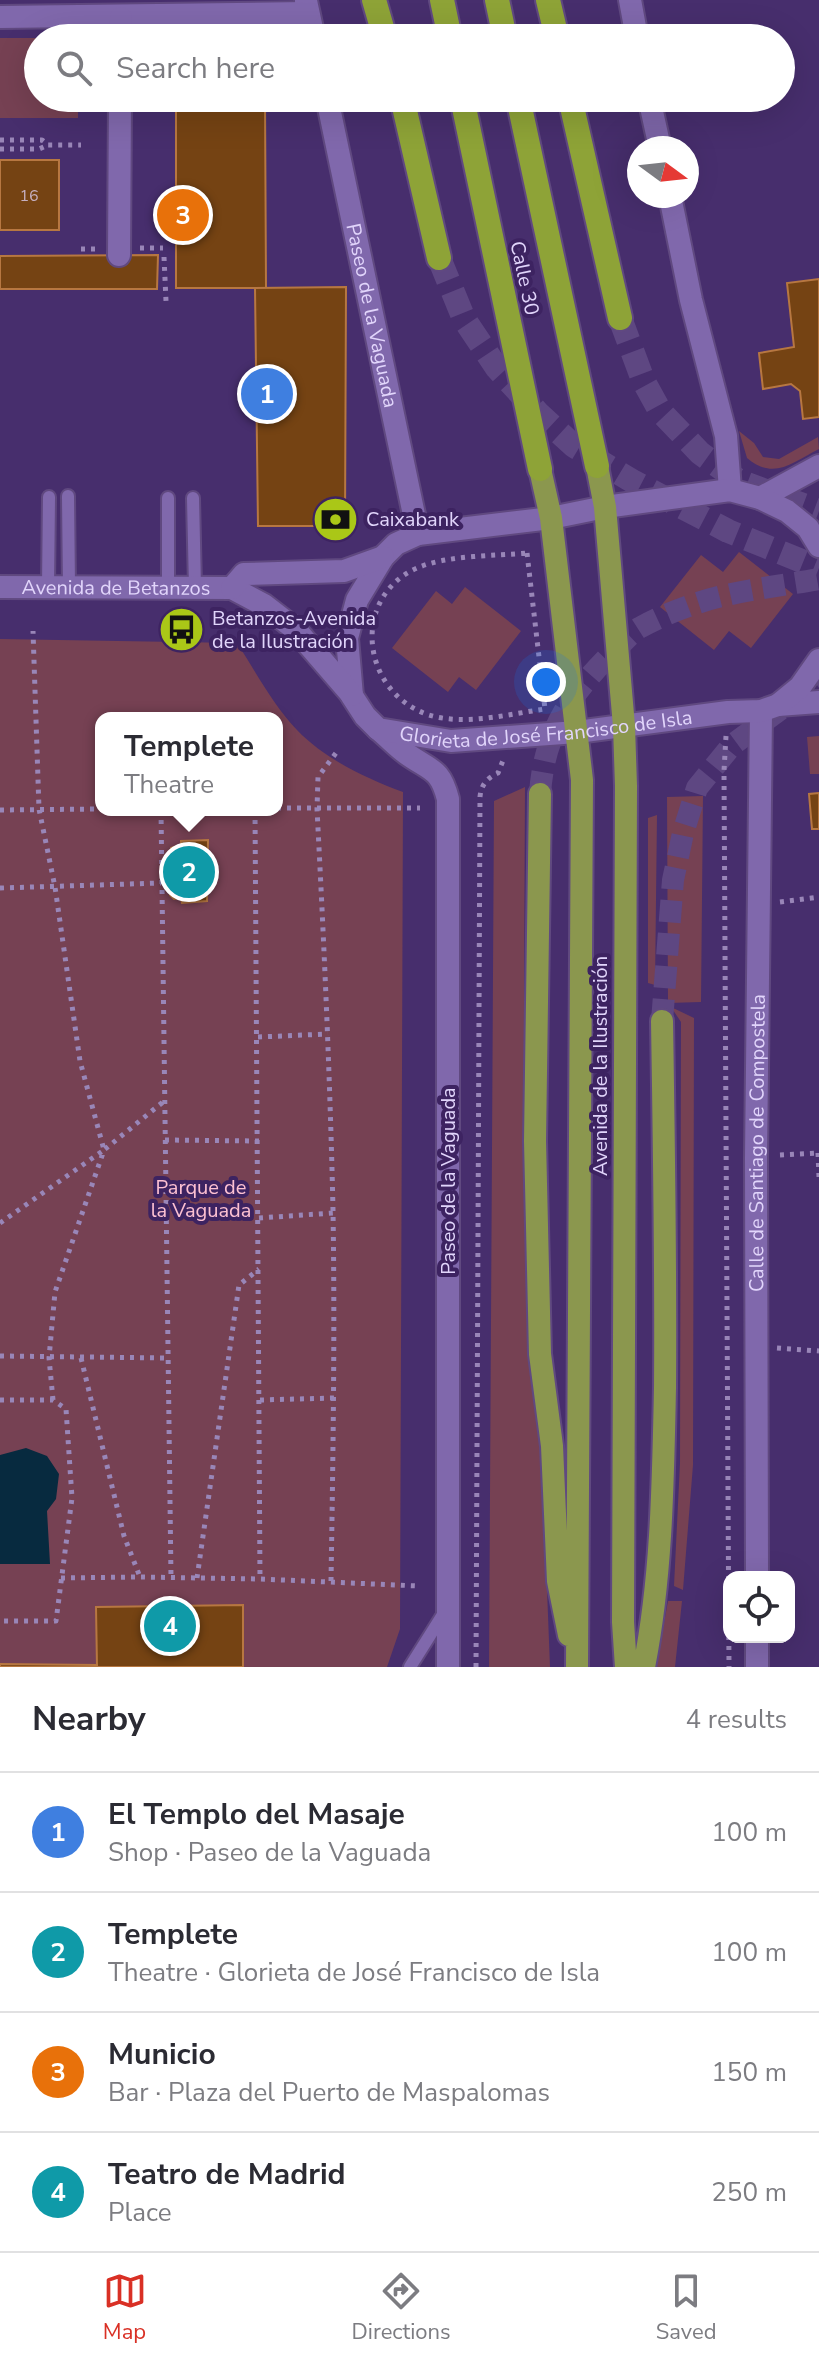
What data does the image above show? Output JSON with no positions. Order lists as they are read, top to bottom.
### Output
{
  "streets": {
    "highway": ["Calle 30", "Avenida de la Ilustración"],
    "street": [
      "Paseo de la Vaguada",
      "Avenida de Betanzos",
      "Glorieta de José Francisco de Isla",
      "Calle de Santiago de Compostela"
    ]
  },
  "crossings": [
    ["Calle 30", "Avenida de la Ilustración"],
    ["Paseo de la Vaguada", "Glorieta de José Francisco de Isla"],
    ["Avenida de Betanzos", "Glorieta de José Francisco de Isla"],
    ["Glorieta de José Francisco de Isla", "Avenida de la Ilustración"],
    ["Glorieta de José Francisco de Isla", "Calle de Santiago de Compostela"]
  ],
  "parks": ["Parque de la Vaguada"],
  "places": {
    "bank": ["Caixabank"],
    "bus stop": ["Betanzos-Avenida de la Ilustración"]
  },
  "house_numbers": ["16"],
  "north": "right",
  "page": {
    "search": "Search here",
    "pins": [
      "3",
      "1",
      "2",
      "4"
    ],
    "popup": ["Templete", "Theatre"],
    "heading": ["Nearby", "4 results"],
    "list": [
      {
        "mark": "1",
        "name": "El Templo del Masaje",
        "note": "Shop · Paseo de la Vaguada",
        "value": "100 m"
      },
      {
        "mark": "2",
        "name": "Templete",
        "note": "Theatre · Glorieta de José Francisco de Isla",
        "value": "100 m"
      },
      {
        "mark": "3",
        "name": "Municio",
        "note": "Bar · Plaza del Puerto de Maspalomas",
        "value": "150 m"
      },
      {
        "mark": "4",
        "name": "Teatro de Madrid",
        "note": "Place",
        "value": "250 m"
      }
    ],
    "nav": ["Map", "Directions", "Saved"]
  }
}
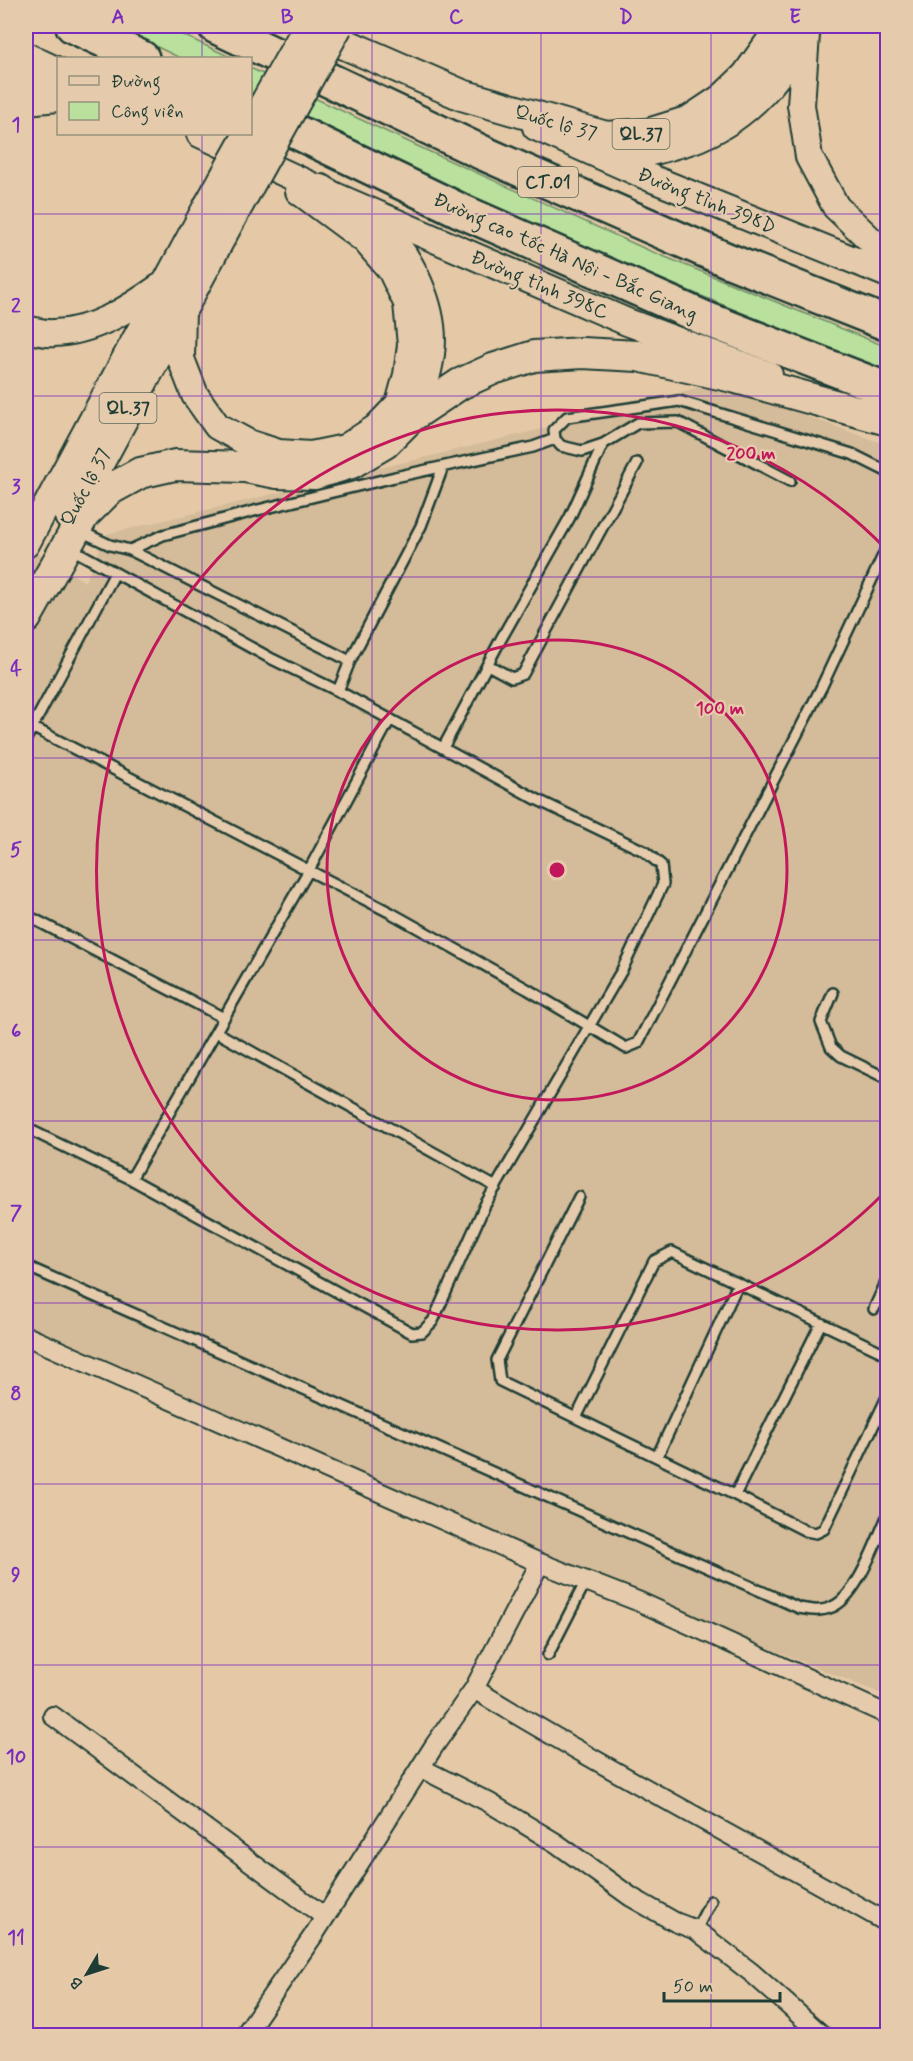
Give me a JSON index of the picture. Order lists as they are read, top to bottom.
{
  "streets": {
    "highway": [
      "Quốc lộ 37",
      "QL.37",
      "CT.01",
      "Đường cao tốc Hà Nội - Bắc Giang"
    ],
    "main road": ["Đường tỉnh 398D", "Đường tỉnh 398C"]
  },
  "crossings": [
    ["Quốc lộ 37", "QL.37"],
    ["Quốc lộ 37", "Đường tỉnh 398D"]
  ],
  "legend": ["Đường", "Công viên"],
  "scale_bar": "50 m",
  "north": "bottom left",
  "grid": {
    "columns": [
      "A",
      "B",
      "C",
      "D",
      "E"
    ],
    "rows": [
      "1",
      "2",
      "3",
      "4",
      "5",
      "6",
      "7",
      "8",
      "9",
      "10",
      "11"
    ]
  },
  "rings": ["200 m", "100 m"]
}
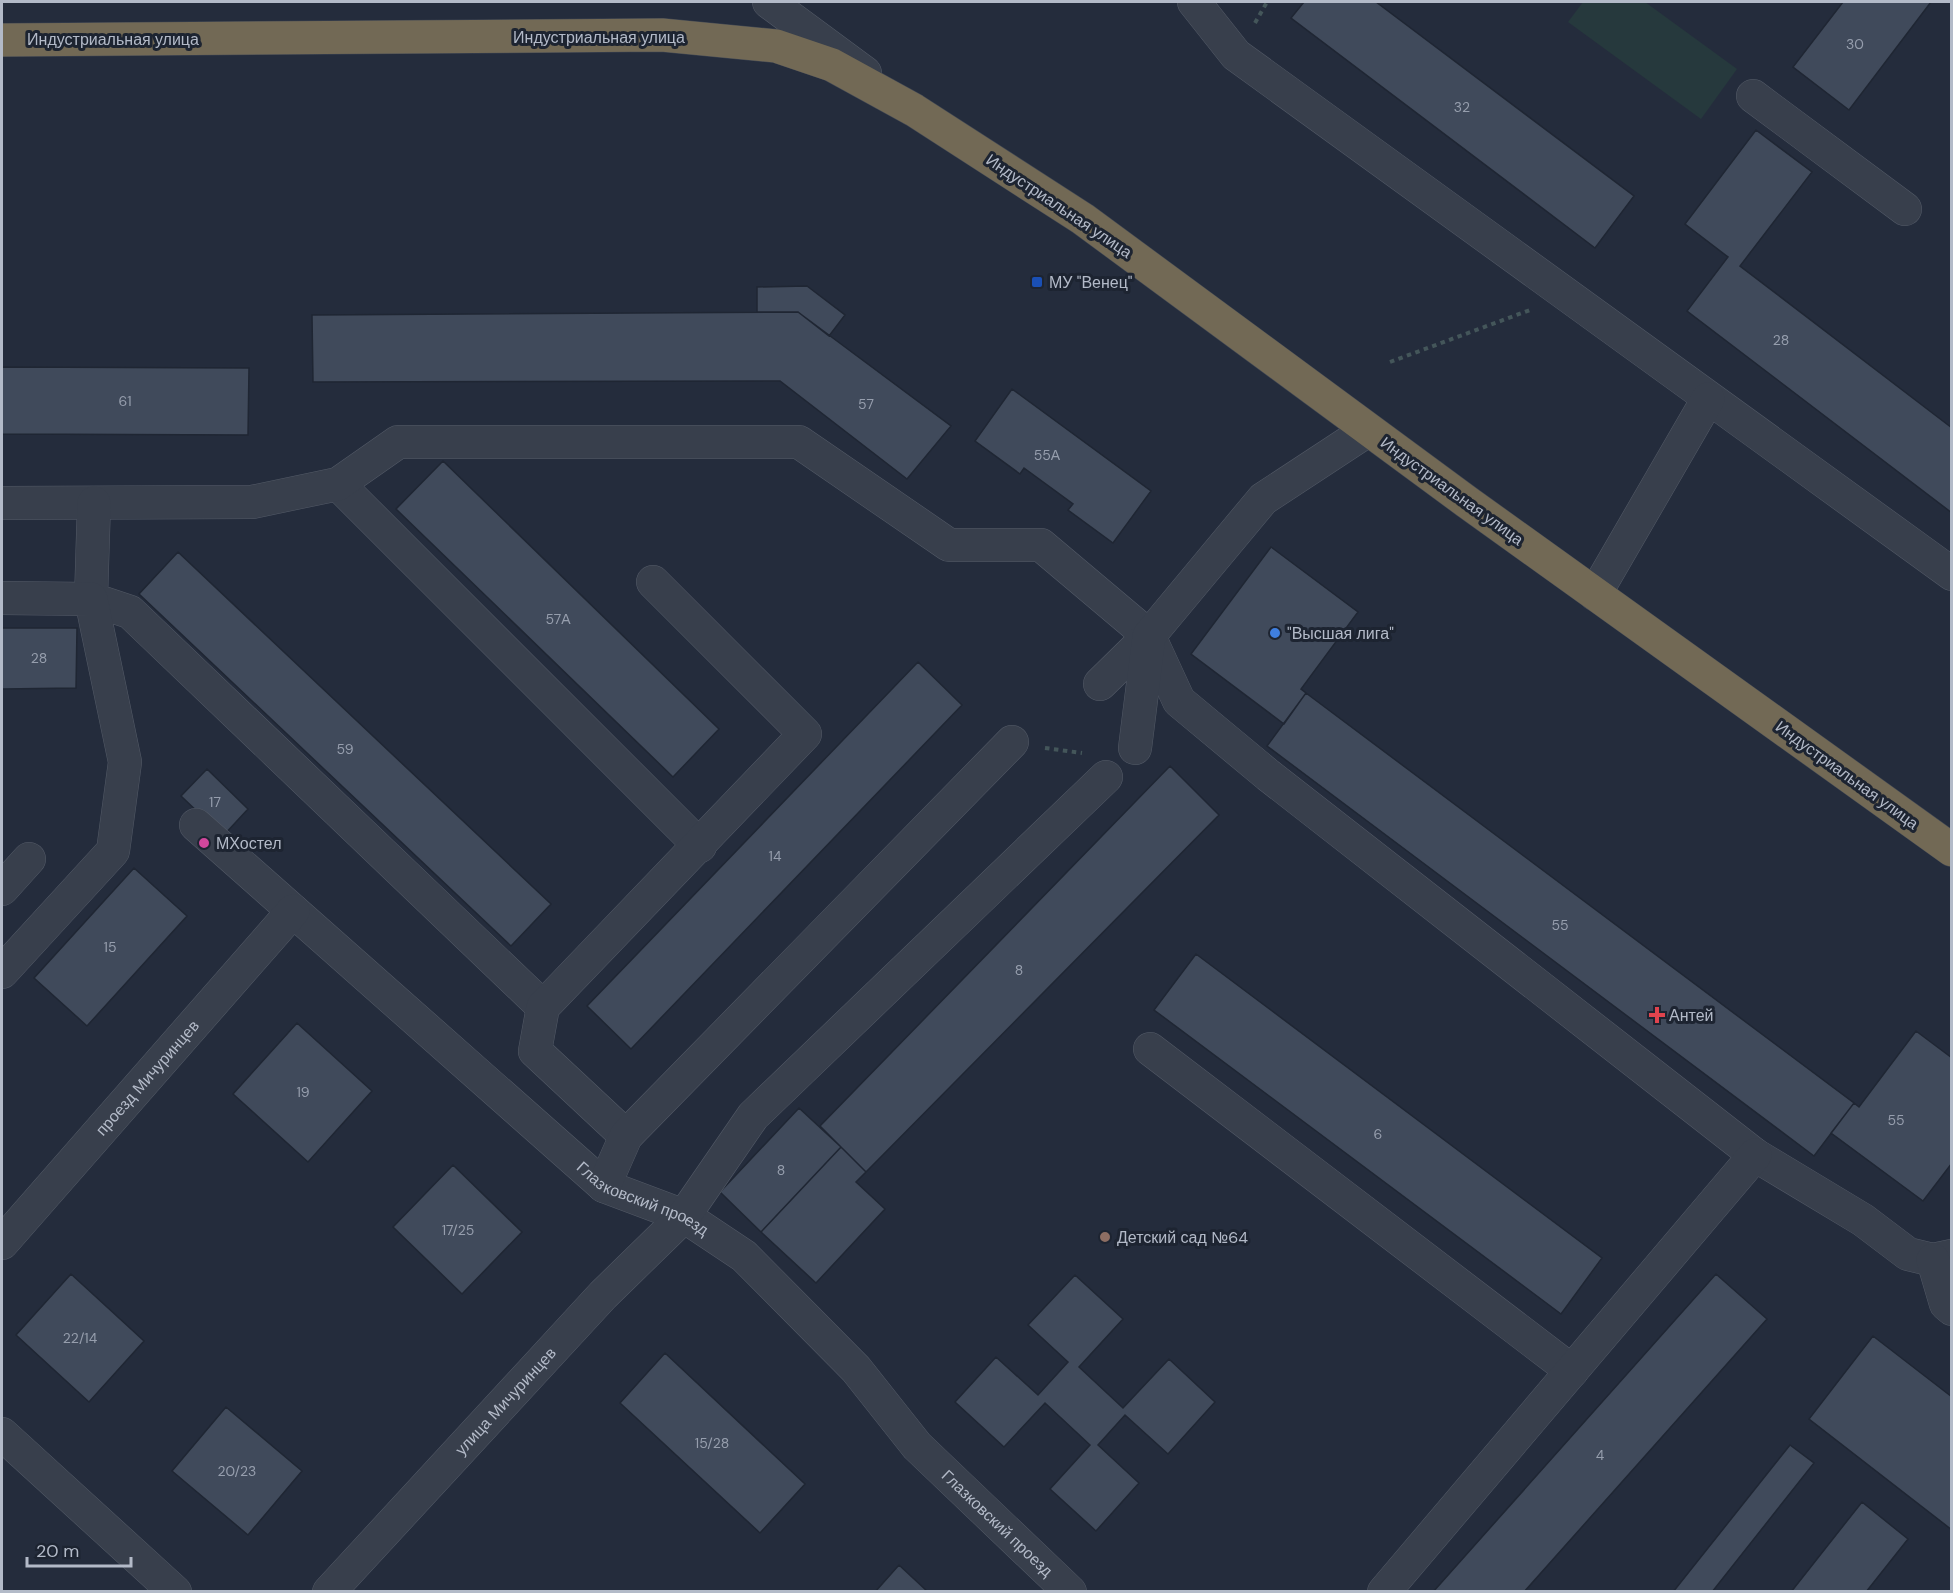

#### Task details
List each line of the records that holds the string "Glorieta".

#### Final answer
      "Glorieta de José Francisco de Isla",
    ["Paseo de la Vaguada", "Glorieta de José Francisco de Isla"],
    ["Avenida de Betanzos", "Glorieta de José Francisco de Isla"],
    ["Glorieta de José Francisco de Isla", "Avenida de la Ilustración"],
    ["Glorieta de José Francisco de Isla", "Calle de Santiago de Compostela"]
        "note": "Theatre · Glorieta de José Francisco de Isla",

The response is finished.